Imagens que mostrem dois aspectos de uma mesma questão abundam, em manuais antigos, encontrados em sebos que ninguém mais frequenta, assim como em pdfs facinhos e até cursos de espertalhões que mexem com a vaidade de seus potenciais clientes, na internet. Como um espelho de Narciso, clichês voam por todos os lados, e seus arautos e mascates acabam alcançando êxito, deitando-se em leitos de Procusto, duvidosos mas que engordam vários de seus porquinhos virtuais.
Este editorialista quer dizer somente, por falta de inspiração e de musas que lhe soprem algo que valha a pena em seus ouvidos numa manhã de domingo preguiçosa, que a falta de perspectivas na política da nação, não enxergar nenhum líder que traga alento no horizonte, aquém ou além, enfim, o pessimismo de RCF é rebatido, como uma face de moeda desanimada, pela nostalgia precoce de FSJ, que se lança a um passado, como diriam os norte-americanos, “just around the corner”, virando-se a esquina do tempo.

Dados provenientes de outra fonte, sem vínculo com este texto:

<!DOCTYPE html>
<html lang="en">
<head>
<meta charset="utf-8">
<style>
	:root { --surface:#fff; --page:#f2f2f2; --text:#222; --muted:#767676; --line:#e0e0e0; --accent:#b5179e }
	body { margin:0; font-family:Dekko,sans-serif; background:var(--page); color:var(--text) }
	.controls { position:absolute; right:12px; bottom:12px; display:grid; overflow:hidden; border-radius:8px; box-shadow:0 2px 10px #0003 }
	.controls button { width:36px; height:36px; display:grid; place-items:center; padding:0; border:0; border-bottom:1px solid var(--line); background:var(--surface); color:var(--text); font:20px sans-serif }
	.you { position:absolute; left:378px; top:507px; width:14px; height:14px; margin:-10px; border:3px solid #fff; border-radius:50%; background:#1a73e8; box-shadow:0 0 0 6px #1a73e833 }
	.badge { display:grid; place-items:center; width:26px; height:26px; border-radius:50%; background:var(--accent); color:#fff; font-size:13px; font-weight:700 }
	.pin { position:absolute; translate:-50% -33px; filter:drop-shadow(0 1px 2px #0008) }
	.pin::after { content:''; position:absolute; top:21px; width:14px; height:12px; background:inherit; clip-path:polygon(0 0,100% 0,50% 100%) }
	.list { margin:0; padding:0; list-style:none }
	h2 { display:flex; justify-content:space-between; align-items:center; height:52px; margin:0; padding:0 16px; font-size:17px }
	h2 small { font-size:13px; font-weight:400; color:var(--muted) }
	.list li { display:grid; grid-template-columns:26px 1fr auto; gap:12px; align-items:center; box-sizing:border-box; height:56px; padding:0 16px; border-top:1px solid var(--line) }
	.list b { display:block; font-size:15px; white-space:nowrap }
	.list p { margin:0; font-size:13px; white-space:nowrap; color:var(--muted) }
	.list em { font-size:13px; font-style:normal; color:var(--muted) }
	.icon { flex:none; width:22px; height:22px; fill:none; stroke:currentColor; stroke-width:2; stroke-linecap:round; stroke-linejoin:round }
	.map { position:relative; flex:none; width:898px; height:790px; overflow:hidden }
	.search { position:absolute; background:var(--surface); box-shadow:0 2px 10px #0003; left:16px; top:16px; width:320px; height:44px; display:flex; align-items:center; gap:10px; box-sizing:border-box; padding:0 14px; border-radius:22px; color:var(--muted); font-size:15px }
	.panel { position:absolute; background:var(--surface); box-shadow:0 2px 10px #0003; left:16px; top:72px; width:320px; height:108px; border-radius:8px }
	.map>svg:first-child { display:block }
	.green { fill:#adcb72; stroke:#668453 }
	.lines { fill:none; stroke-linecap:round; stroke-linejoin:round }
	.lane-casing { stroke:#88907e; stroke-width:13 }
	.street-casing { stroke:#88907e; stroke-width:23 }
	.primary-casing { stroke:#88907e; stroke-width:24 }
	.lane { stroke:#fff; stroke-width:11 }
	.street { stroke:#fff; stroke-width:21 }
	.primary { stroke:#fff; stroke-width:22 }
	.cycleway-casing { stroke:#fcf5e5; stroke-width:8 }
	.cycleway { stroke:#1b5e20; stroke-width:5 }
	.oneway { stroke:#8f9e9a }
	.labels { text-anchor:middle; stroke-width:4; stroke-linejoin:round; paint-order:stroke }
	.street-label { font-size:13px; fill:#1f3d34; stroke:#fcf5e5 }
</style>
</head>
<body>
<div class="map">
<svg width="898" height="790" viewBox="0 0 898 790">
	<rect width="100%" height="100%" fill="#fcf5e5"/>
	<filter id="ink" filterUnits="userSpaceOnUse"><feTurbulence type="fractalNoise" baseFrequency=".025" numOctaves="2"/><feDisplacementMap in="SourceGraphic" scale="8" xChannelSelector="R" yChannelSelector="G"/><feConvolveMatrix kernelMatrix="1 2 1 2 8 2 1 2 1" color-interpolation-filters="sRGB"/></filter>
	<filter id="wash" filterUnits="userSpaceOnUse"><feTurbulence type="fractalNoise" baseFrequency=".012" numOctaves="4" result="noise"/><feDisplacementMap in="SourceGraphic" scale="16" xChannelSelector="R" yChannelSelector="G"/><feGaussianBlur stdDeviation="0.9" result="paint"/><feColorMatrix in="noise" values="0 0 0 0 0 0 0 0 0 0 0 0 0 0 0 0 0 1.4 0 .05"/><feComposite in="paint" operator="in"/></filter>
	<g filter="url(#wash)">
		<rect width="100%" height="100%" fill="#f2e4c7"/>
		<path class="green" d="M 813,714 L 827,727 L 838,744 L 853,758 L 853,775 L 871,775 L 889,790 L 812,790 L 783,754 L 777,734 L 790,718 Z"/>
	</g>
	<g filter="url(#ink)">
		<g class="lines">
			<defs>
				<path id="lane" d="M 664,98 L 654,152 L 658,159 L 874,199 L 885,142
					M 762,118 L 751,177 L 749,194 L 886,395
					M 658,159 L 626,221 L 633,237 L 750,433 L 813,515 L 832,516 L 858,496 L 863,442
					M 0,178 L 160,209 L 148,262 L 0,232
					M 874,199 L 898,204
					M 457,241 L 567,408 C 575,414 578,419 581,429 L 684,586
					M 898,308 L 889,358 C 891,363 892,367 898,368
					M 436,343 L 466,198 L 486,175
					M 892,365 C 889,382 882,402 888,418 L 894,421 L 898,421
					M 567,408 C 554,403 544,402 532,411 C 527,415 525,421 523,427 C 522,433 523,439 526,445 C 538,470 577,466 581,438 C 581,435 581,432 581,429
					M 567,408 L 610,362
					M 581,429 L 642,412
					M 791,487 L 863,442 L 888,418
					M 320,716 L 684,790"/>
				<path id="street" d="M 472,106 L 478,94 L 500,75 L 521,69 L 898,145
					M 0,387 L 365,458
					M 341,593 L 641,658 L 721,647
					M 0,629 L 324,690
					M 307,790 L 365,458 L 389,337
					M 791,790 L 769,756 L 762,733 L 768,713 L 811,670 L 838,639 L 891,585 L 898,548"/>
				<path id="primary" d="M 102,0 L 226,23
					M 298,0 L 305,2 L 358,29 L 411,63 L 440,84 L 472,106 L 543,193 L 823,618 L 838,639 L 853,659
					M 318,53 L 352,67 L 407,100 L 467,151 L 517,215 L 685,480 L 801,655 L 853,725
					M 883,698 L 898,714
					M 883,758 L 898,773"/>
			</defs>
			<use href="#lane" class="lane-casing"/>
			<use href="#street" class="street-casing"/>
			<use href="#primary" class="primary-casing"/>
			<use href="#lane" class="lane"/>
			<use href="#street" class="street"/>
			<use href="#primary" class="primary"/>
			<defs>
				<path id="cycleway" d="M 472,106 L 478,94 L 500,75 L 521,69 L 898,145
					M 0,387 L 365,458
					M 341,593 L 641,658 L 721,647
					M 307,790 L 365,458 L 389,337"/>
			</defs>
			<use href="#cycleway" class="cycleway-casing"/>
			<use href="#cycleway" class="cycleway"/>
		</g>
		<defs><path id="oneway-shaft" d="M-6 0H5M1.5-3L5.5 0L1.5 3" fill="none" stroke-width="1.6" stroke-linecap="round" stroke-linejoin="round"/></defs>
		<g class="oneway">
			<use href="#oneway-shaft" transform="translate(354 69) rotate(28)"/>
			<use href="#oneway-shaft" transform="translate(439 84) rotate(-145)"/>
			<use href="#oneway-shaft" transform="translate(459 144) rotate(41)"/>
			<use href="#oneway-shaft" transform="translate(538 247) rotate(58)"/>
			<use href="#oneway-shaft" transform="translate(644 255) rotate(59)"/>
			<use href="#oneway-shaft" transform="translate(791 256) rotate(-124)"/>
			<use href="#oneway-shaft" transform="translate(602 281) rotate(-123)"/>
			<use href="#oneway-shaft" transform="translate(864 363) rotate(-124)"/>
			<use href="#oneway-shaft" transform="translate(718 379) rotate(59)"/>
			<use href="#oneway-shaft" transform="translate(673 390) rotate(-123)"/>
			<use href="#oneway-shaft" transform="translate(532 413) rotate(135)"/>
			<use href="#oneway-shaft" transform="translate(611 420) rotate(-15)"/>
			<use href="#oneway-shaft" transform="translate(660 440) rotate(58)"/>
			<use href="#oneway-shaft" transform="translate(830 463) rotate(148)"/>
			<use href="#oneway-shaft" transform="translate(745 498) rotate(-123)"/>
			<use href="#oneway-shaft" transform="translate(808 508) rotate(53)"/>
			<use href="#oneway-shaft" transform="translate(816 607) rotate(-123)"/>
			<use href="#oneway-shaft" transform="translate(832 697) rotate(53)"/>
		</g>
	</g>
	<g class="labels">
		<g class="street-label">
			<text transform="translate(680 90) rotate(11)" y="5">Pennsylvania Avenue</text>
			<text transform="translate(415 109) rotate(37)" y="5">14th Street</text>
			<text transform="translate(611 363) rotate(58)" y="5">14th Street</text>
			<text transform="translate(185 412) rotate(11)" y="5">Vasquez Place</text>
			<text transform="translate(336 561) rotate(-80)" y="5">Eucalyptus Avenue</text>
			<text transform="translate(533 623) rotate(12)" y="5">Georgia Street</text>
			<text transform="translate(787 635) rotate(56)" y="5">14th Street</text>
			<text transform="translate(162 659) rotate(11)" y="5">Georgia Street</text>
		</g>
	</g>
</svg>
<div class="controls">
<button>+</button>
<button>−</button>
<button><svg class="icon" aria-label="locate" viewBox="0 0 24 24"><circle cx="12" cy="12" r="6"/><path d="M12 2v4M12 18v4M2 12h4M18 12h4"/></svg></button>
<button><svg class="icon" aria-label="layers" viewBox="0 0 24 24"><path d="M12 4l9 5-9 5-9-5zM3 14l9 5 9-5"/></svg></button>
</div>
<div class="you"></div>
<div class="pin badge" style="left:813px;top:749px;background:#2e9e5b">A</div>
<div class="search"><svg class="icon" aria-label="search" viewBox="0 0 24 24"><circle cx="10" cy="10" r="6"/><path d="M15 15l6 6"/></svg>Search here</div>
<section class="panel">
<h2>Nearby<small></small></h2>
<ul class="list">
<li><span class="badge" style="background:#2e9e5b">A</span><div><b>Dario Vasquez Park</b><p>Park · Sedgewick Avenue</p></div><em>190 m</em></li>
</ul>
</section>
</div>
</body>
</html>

Fugir do presente desesperançado, mesmo com a certeza apoiada no balcão dos números e gráficos de qualidade de vida, afirmar-se muito melhor que o dos tempos onde havia menos comida, telefone e outros serviços, é reação humana, e portanto, bastante irracional. Mas conforta, mesmo que só na lembrança, pensar que outros tempos eram melhores, mais abundantes e inocentes.
O mar da política não está para peixe. Mesmo que tempos bicudos, possivelmente, fossem propícios para bicar uns lambaris ao menos no rio, deixando o mar para empreendedores mais audaciosos, como os tubarões e suas versões fantasiadas de peixes-palhaços.
O título do nosso Editorial faz referência à canção de Itamar Assumpção, “Não há saídas”, composta em parceria com Régis Bonvicino. Aparentemente, os poetas falam do sufocamento urbano. Mas a dimensão metafísica das duas linhas de poema é evidente. Cada vez nossa realidade é traduzida por poetas e músicos de gerações passadas, nossa cultura está tão empobrecida que até poetas antenados com a atualidade estão em falta, não há IA que chegue para tanta pobreza espiritual.